Several works hint at Franklin’s distinguished career as a photographer, including the portrait that greets you as you enter the exhibition. Here Franklin recalls a character he met, a man with “extraordinary soul” named Youssouf whom he met in 2008 while reporting on contemporary slavery in Central Niger.
“He stayed in my mind. I had taken several photos of him but I wanted to bring out extra elements that weren’t in the pictures.”

Youssouf’s slightly bloodshot eyes tone with the vermillion of his battered hat and the faded ground on which he stands.
“Much of my early photography was in black and white,” Franklin continues. “For humanitarian photography, I’d eliminate the background colour to focus on people’s expressions and emotions. With a painting, I have scope to add in what I feel, and working with colour is like writing music.
“Using a restricted palette is akin to composing in a certain key. There’s a power in a painting when everything is connected in harmony. You can’t do that in a photograph because you don’t have control of the colours in the local environment.”
Among the blue skies, greens and orange-browns of the natural world, one painting depicts a small girl in a sun-yellow dress reaching up to the listening clouds which appear strangely God-like.
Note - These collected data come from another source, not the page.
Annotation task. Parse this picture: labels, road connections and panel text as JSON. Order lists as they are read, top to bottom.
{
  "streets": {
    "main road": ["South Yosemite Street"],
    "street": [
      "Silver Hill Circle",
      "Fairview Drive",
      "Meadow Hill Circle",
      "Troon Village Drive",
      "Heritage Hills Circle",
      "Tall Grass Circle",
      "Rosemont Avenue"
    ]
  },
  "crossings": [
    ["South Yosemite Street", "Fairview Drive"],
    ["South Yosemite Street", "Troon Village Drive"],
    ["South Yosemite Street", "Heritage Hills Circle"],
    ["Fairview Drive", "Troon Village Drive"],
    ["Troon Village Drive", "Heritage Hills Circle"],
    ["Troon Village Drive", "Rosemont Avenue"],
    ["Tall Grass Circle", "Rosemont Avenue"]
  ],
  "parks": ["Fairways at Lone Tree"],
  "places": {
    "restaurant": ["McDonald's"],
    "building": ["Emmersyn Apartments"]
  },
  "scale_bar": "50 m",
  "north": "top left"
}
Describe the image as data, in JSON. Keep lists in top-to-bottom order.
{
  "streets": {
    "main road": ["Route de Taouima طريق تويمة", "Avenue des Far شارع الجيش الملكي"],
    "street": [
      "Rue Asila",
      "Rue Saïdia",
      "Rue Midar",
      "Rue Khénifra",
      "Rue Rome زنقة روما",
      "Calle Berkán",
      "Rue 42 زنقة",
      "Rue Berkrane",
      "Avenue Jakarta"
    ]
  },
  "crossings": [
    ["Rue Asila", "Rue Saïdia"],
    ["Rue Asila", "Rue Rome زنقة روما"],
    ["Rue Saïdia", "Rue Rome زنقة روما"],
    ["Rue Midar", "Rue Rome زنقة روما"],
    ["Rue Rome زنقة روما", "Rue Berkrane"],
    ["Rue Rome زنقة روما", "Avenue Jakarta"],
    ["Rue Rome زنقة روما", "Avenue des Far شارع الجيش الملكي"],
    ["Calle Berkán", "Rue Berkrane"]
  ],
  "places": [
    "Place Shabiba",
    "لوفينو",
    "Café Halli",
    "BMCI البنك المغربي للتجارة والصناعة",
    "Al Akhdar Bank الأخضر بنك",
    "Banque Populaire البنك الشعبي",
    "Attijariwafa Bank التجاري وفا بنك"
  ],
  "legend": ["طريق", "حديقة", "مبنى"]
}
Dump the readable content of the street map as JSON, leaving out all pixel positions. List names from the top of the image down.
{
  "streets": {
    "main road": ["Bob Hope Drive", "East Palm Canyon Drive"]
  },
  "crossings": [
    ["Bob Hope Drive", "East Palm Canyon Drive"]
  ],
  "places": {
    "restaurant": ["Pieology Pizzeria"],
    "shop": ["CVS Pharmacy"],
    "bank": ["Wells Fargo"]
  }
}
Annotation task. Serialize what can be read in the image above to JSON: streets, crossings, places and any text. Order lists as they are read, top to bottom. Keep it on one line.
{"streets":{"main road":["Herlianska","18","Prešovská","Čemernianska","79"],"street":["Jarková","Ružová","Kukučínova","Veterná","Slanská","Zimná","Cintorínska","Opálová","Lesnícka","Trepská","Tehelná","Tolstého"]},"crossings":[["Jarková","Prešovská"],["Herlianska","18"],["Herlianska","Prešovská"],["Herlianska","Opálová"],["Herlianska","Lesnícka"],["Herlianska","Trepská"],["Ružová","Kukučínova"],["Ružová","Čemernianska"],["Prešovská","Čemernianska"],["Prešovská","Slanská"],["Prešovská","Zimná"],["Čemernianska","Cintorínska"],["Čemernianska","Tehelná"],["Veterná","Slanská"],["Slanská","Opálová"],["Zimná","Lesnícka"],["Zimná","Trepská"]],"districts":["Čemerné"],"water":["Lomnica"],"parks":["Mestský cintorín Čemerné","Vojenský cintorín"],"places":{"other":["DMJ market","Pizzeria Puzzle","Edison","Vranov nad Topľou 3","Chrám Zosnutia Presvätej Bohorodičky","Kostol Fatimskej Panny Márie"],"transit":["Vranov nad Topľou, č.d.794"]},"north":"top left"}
Franklin describes how, while preparing to give a lecture on film sound at the University of Malta, he interviewed Australian singer Lisa Gerrard, the voice of the haunting vocals in the film Gladiator.
“She told me how she started singing when she was small in Melbourne. She would climb out of her window, pick up the two poles used to string up the laundry, and reach as high into the sky with them as she could. She felt this way she was able to sing directly to God. It was such an extraordinary story that I had to paint it.”

Looking to the future, the exhibition also includes a surreal work, Hapi Dent, in which Franklin explores the increased use of humanoid robots in the world, having crossed paths with them for real in the Far East.
“If you travel to many places in Asia or Africa, you’ll see hand-painted adverts in the most unlikely places,” he smiles, “perhaps at checkpoints at borders or ticket desks in airports. In this painting, I have imagined a scene where they’re using a typically out-of-place Alpine view to sell toothpaste. Standing with a robot at the counter is Nadja, the 1920s protagonist in the novel of the same name by André Breton, author of The Surrealist Manifesto. It seemed appropriately surreal to include her character in this scene from a future age!”
Characters in Search of an Author runs until July 29. The Malta Postal Museum in Archbishop Street, Valletta, is open from Monday to Friday from 10am to 4pm and on Saturdays between 10am and 2pm.